◆ RECORDS FOR THIS TASK ◆

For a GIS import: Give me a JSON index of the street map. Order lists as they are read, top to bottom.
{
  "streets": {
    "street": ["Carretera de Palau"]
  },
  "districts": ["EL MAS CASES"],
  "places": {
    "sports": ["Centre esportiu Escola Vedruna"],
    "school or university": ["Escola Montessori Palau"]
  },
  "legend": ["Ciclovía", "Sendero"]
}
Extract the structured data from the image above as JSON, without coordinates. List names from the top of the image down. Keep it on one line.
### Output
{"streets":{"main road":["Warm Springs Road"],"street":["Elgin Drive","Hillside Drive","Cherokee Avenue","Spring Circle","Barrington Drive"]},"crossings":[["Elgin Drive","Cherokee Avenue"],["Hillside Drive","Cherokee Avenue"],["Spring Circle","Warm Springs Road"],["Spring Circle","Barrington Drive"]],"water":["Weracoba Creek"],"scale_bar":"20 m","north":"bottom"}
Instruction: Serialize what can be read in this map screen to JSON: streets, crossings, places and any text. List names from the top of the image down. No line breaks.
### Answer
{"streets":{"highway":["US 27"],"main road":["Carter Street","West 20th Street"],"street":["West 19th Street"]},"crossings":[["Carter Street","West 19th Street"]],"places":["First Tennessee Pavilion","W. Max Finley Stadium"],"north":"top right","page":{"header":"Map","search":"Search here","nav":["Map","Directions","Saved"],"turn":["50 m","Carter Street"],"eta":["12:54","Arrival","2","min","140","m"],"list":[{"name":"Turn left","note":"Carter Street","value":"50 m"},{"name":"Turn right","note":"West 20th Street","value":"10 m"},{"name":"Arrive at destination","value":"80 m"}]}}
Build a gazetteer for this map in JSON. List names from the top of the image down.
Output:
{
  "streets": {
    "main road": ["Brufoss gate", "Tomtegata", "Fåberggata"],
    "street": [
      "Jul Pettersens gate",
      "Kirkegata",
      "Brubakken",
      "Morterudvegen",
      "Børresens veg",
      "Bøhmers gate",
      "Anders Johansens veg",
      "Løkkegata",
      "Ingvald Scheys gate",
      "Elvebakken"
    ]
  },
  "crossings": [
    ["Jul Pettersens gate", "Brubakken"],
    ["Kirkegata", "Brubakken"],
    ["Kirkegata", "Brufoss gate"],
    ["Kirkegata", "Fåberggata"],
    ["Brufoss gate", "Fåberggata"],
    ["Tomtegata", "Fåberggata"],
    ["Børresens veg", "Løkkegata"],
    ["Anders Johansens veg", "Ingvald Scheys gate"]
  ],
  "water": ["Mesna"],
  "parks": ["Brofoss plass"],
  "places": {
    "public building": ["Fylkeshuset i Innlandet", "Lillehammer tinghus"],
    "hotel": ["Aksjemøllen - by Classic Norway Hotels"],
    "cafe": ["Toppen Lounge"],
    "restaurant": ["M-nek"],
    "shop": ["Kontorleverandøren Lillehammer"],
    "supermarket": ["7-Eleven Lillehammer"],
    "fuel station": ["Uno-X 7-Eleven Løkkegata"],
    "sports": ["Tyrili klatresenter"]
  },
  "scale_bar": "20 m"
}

◆ TASK PROMPT ◆
Each line of the data above must be restated word for word.

◆ RESULT OF THIS TASK ◆
For a GIS import: Give me a JSON index of the street map. Order lists as they are read, top to bottom.
{
  "streets": {
    "street": ["Carretera de Palau"]
  },
  "districts": ["EL MAS CASES"],
  "places": {
    "sports": ["Centre esportiu Escola Vedruna"],
    "school or university": ["Escola Montessori Palau"]
  },
  "legend": ["Ciclovía", "Sendero"]
}
Extract the structured data from the image above as JSON, without coordinates. List names from the top of the image down. Keep it on one line.
### Output
{"streets":{"main road":["Warm Springs Road"],"street":["Elgin Drive","Hillside Drive","Cherokee Avenue","Spring Circle","Barrington Drive"]},"crossings":[["Elgin Drive","Cherokee Avenue"],["Hillside Drive","Cherokee Avenue"],["Spring Circle","Warm Springs Road"],["Spring Circle","Barrington Drive"]],"water":["Weracoba Creek"],"scale_bar":"20 m","north":"bottom"}
Instruction: Serialize what can be read in this map screen to JSON: streets, crossings, places and any text. List names from the top of the image down. No line breaks.
### Answer
{"streets":{"highway":["US 27"],"main road":["Carter Street","West 20th Street"],"street":["West 19th Street"]},"crossings":[["Carter Street","West 19th Street"]],"places":["First Tennessee Pavilion","W. Max Finley Stadium"],"north":"top right","page":{"header":"Map","search":"Search here","nav":["Map","Directions","Saved"],"turn":["50 m","Carter Street"],"eta":["12:54","Arrival","2","min","140","m"],"list":[{"name":"Turn left","note":"Carter Street","value":"50 m"},{"name":"Turn right","note":"West 20th Street","value":"10 m"},{"name":"Arrive at destination","value":"80 m"}]}}
Build a gazetteer for this map in JSON. List names from the top of the image down.
Output:
{
  "streets": {
    "main road": ["Brufoss gate", "Tomtegata", "Fåberggata"],
    "street": [
      "Jul Pettersens gate",
      "Kirkegata",
      "Brubakken",
      "Morterudvegen",
      "Børresens veg",
      "Bøhmers gate",
      "Anders Johansens veg",
      "Løkkegata",
      "Ingvald Scheys gate",
      "Elvebakken"
    ]
  },
  "crossings": [
    ["Jul Pettersens gate", "Brubakken"],
    ["Kirkegata", "Brubakken"],
    ["Kirkegata", "Brufoss gate"],
    ["Kirkegata", "Fåberggata"],
    ["Brufoss gate", "Fåberggata"],
    ["Tomtegata", "Fåberggata"],
    ["Børresens veg", "Løkkegata"],
    ["Anders Johansens veg", "Ingvald Scheys gate"]
  ],
  "water": ["Mesna"],
  "parks": ["Brofoss plass"],
  "places": {
    "public building": ["Fylkeshuset i Innlandet", "Lillehammer tinghus"],
    "hotel": ["Aksjemøllen - by Classic Norway Hotels"],
    "cafe": ["Toppen Lounge"],
    "restaurant": ["M-nek"],
    "shop": ["Kontorleverandøren Lillehammer"],
    "supermarket": ["7-Eleven Lillehammer"],
    "fuel station": ["Uno-X 7-Eleven Løkkegata"],
    "sports": ["Tyrili klatresenter"]
  },
  "scale_bar": "20 m"
}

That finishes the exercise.